Déchets en Corse : une politique publique en crise
La Corse fait face à une crise persistante dans la gestion de ses déchets.
Déchets en Corse : une politique publique en crise
La Corse fait face à une crise persistante dans la gestion de ses déchets. En avril 2024, la Chambre régionale des comptes (CRC) a publié un rapport alarmant soulignant l’inefficacité de la planification, le coût exorbitant du service et la dépendance excessive à l’enfouissement. À cela s’ajoute une gouvernance morcelée entre la Collectivité de Corse, le SYVADEC et les intercommunalités, freinant les réformes pourtant urgentes.

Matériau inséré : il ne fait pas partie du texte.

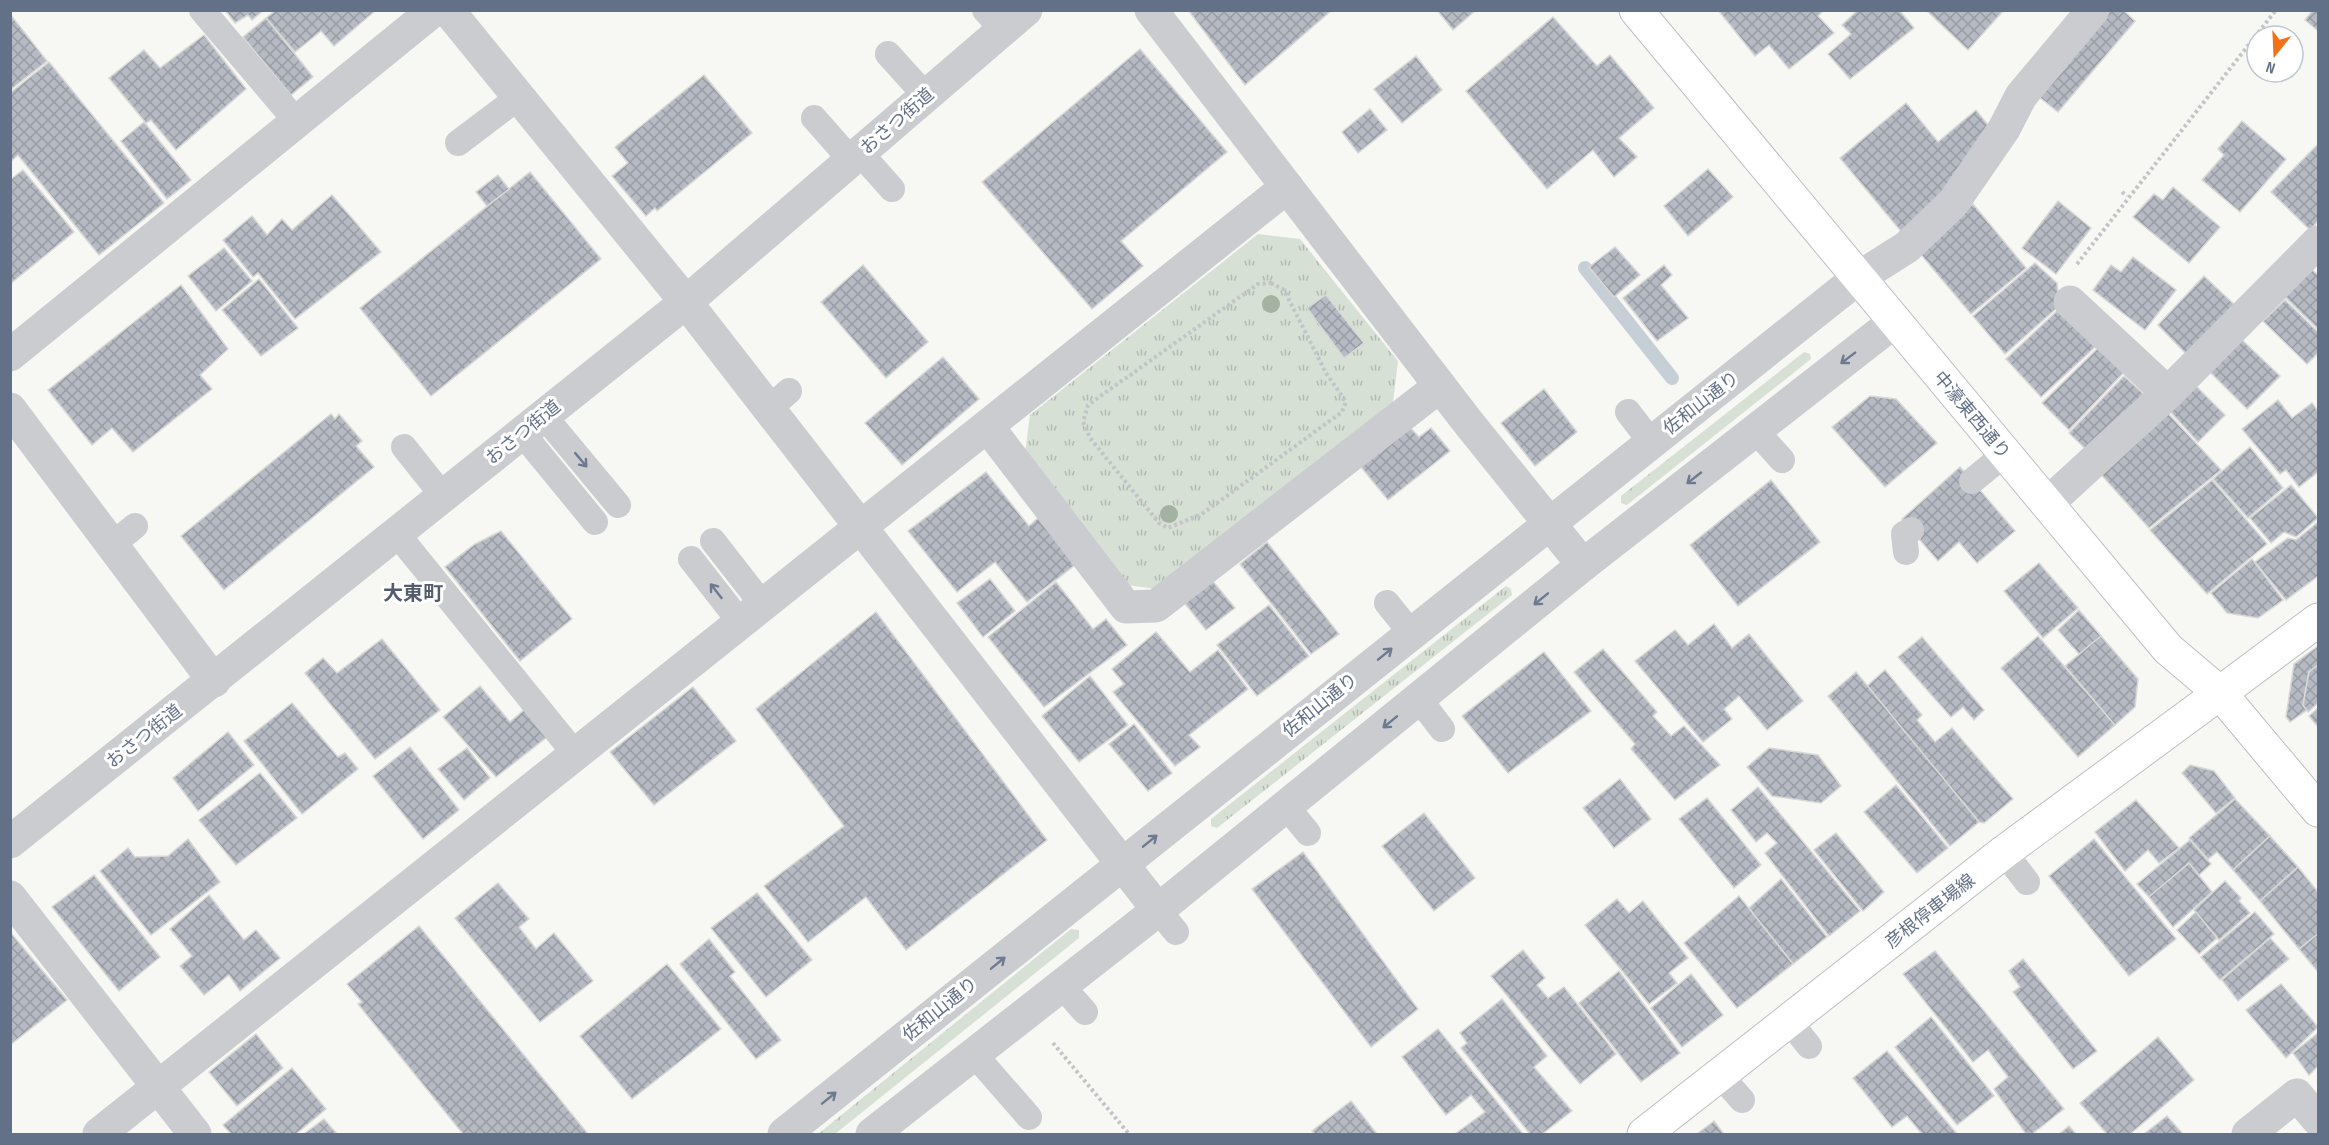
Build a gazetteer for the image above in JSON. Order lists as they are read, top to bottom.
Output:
{
  "streets": {
    "main road": ["中濠東西通り", "彦根停車場線"],
    "street": ["おさつ街道", "佐和山通り"]
  },
  "crossings": [
    ["佐和山通り", "中濠東西通り"],
    ["中濠東西通り", "彦根停車場線"]
  ],
  "districts": ["大東町"],
  "north": "bottom"
}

Une production massive, une valorisation minimale
En 2018, l’île a généré près d’un million de tonnes de déchets, dont 75 % issus du secteur économique, principalement le BTP. En matière de déchets ménagers et assimilés (DMA), chaque Corse en a produit 629 kg en 2023, bien au-dessus de la moyenne nationale (547 kg). Le tourisme, l’insularité et la structure économique expliquent en partie ce surcroît. Malgré les alertes répétées, 63 % des DMA corses étaient encore enfouis en 2022, contre 22 % dans l’ensemble du pays. La région ne dispose ni d’un centre de sur-tri, ni d’unité de valorisation énergétique, malgré un projet à Monte, en Haute-Corse, aujourd’hui très contesté.

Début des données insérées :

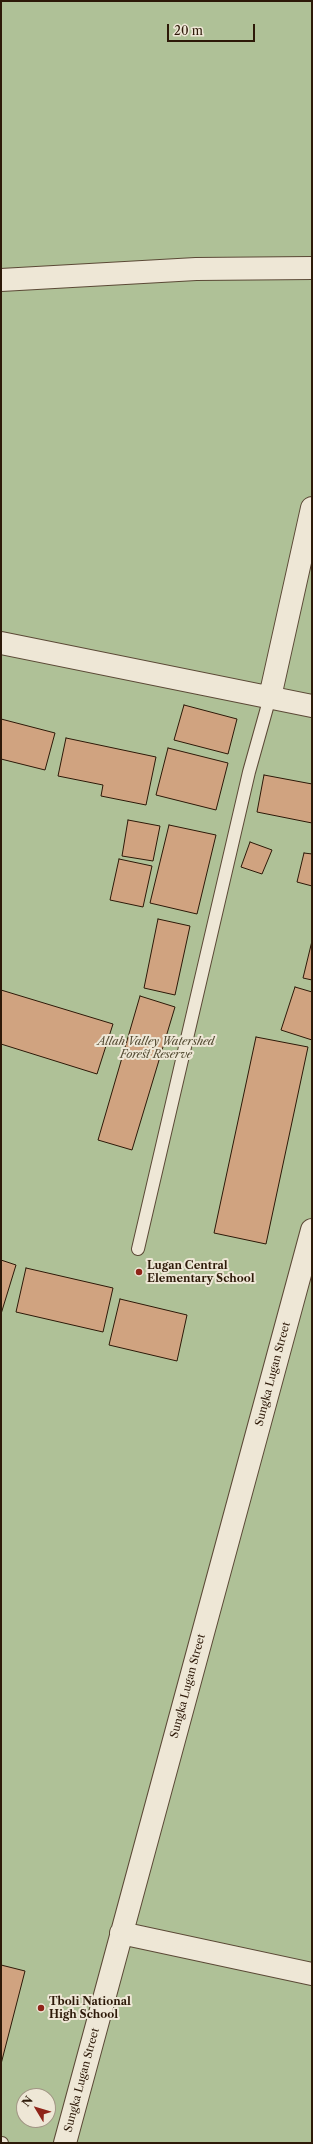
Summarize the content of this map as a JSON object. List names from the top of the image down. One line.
{"streets":{"street":["Sungka Lugan Street"]},"parks":["Allah Valley Watershed Forest Reserve"],"places":["Lugan Central Elementary School","Tboli National High School"],"scale_bar":"20 m","north":"top left"}
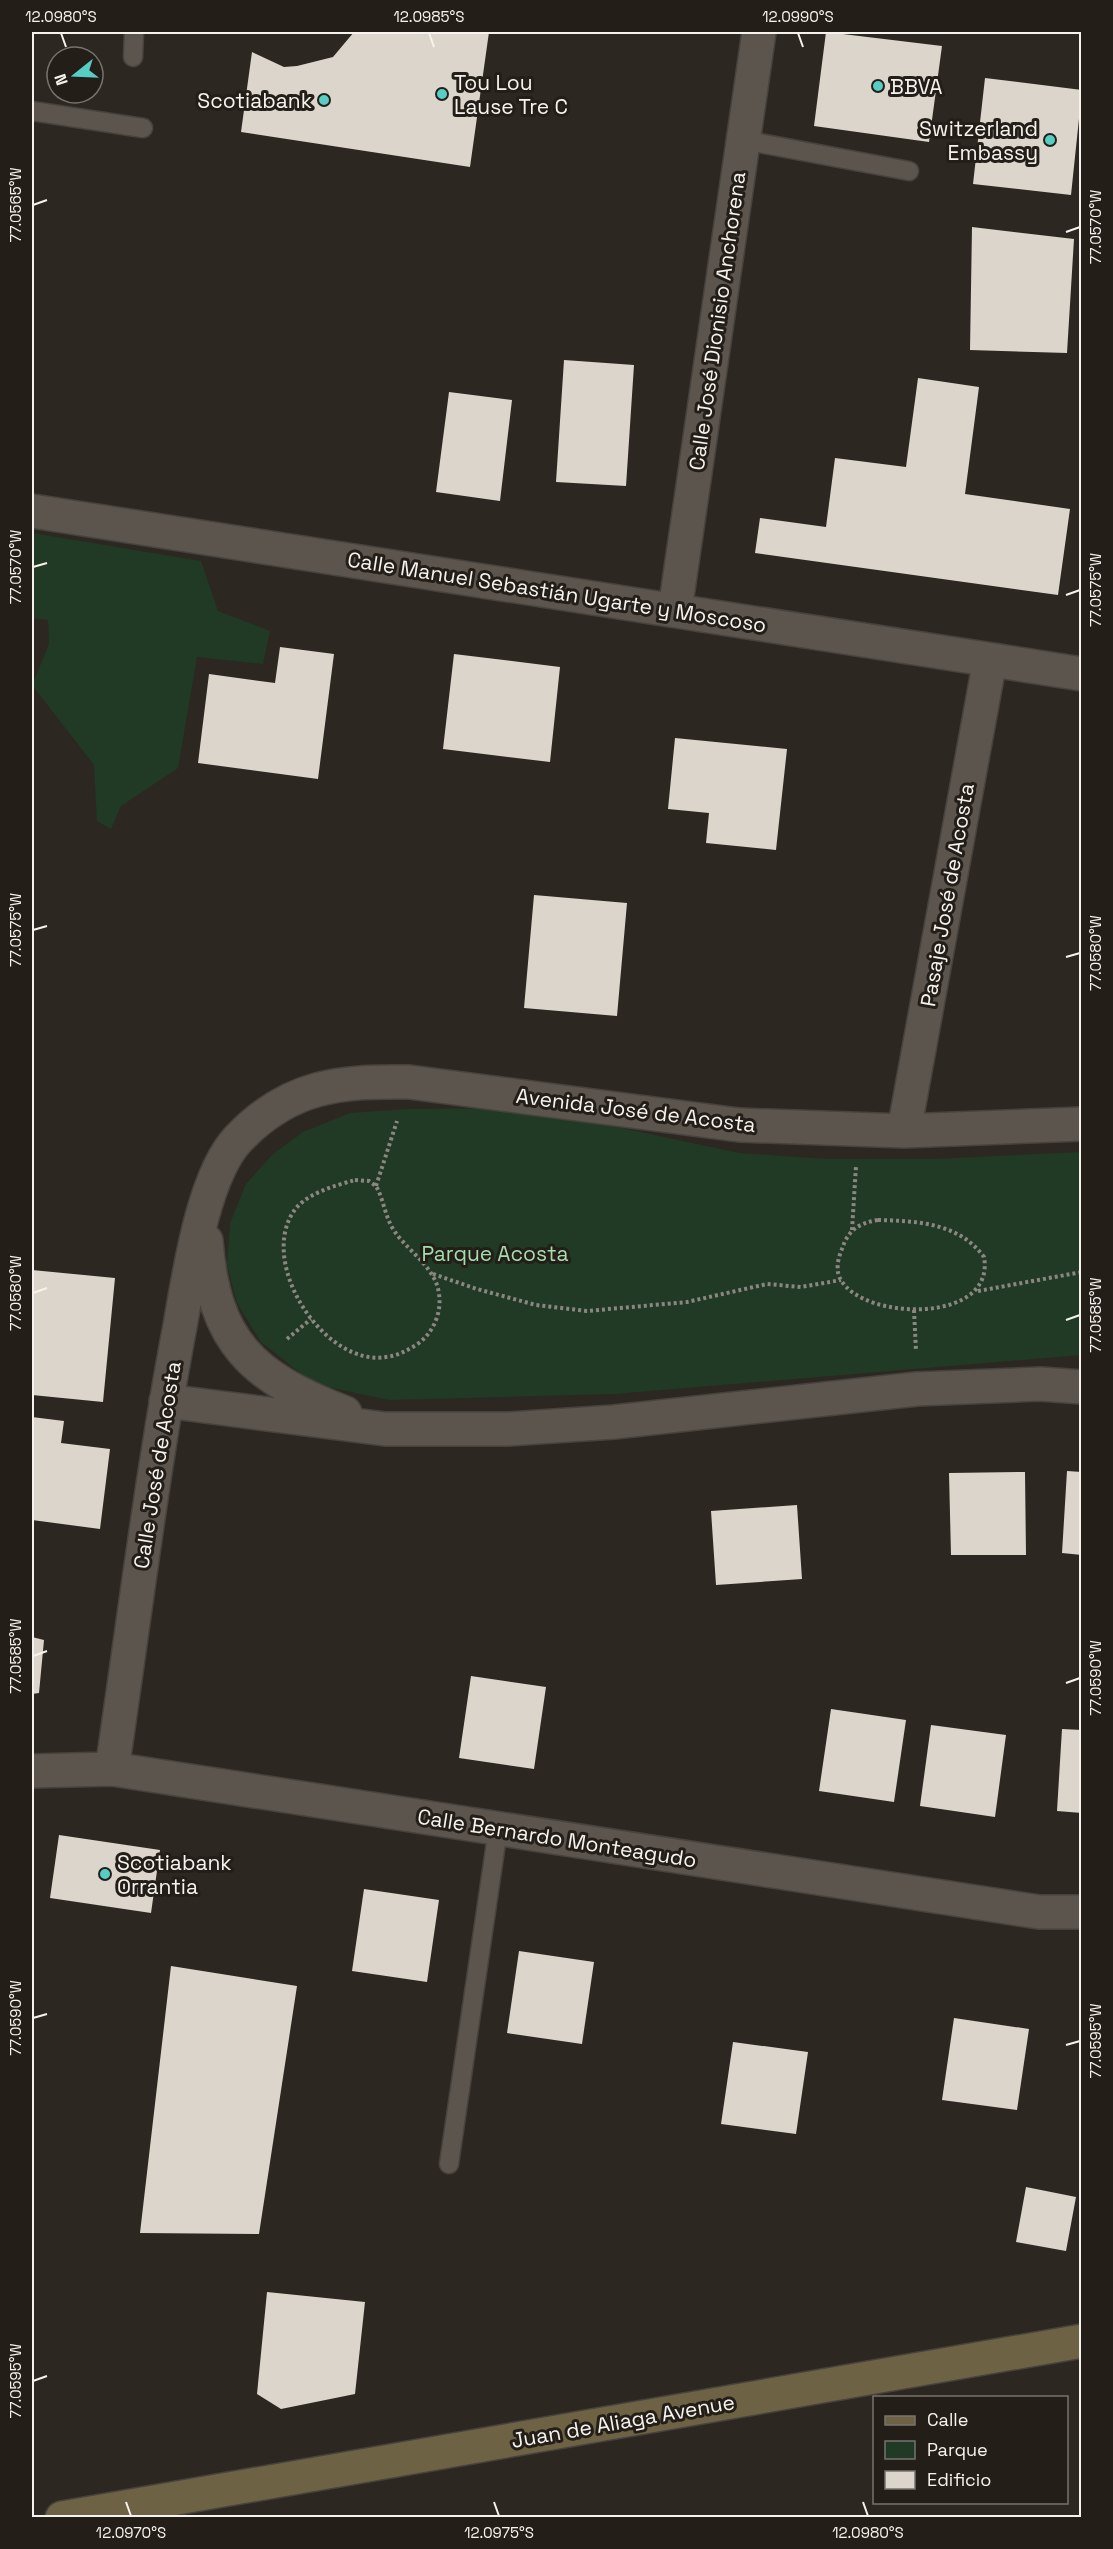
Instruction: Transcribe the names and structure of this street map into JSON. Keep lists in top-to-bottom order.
{
  "streets": {
    "main road": ["Juan de Aliaga Avenue"],
    "street": [
      "Calle José Dionisio Anchorena",
      "Calle Manuel Sebastián Ugarte y Moscoso",
      "Pasaje José de Acosta",
      "Avenida José de Acosta",
      "Calle José de Acosta",
      "Calle Bernardo Monteagudo"
    ]
  },
  "crossings": [
    ["Calle José Dionisio Anchorena", "Calle Manuel Sebastián Ugarte y Moscoso"],
    ["Calle Manuel Sebastián Ugarte y Moscoso", "Pasaje José de Acosta"],
    ["Pasaje José de Acosta", "Avenida José de Acosta"],
    ["Avenida José de Acosta", "Calle José de Acosta"],
    ["Calle José de Acosta", "Calle Bernardo Monteagudo"]
  ],
  "parks": ["Parque Acosta"],
  "places": [
    "BBVA",
    "Tou Lou Lause Tre C",
    "Scotiabank",
    "Switzerland Embassy",
    "Scotiabank Orrantia"
  ],
  "legend": ["Calle", "Parque", "Edificio"],
  "north": "left",
  "coordinates": [
    "12.0980°S",
    "12.0985°S",
    "12.0990°S",
    "77.0565°W",
    "77.0570°W",
    "77.0575°W",
    "77.0580°W",
    "77.0585°W",
    "77.0590°W",
    "77.0595°W",
    "12.0970°S",
    "12.0975°S"
  ]
}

Une planification longtemps absente
Jusqu’en juillet 2024, la Corse était la seule région à ne pas disposer d’un plan territorial de prévention et de gestion des déchets (PTPGD). La plupart des intercommunalités ne sont toujours pas dotées de programmes locaux obligatoires, bien que la loi l’impose depuis 2012. L’Office de l’environnement de la Corse (OEC), chargé de suivre les gisements de déchets, n’a pas pleinement assuré cette mission, laissant persister une méconnaissance inquiétante, notamment des déchets du BTP, souvent abandonnés dans la nature.
Un coût démesuré
Le service public des déchets a coûté 104 millions d’euros en 2022, soit 299 € par habitant, contre 103 € en moyenne nationale. Plusieurs raisons expliquent cette inflation : fréquence de collecte élevée (jusqu’à 21 passages par semaine dans certaines zones), points de collecte saturés, collecte en porte-à-porte coûteuse, absentéisme des agents, et surtout, un système de financement incomplet. En effet, les trois outils de financement (TEOM, REOM, redevance spéciale) ne couvrent que 80 % du coût du service, contre 103 % en métropole. Le reste pèse directement sur les budgets locaux : jusqu’à 80 % des dépenses de fonctionnement pour certaines petites communautés de communes. La redevance spéciale, censée refléter le service rendu, est encore mal calibrée. Quant à la tarification incitative, elle reste à mettre en œuvre concrètement malgré une prise en compte récente par les autorités insulaires.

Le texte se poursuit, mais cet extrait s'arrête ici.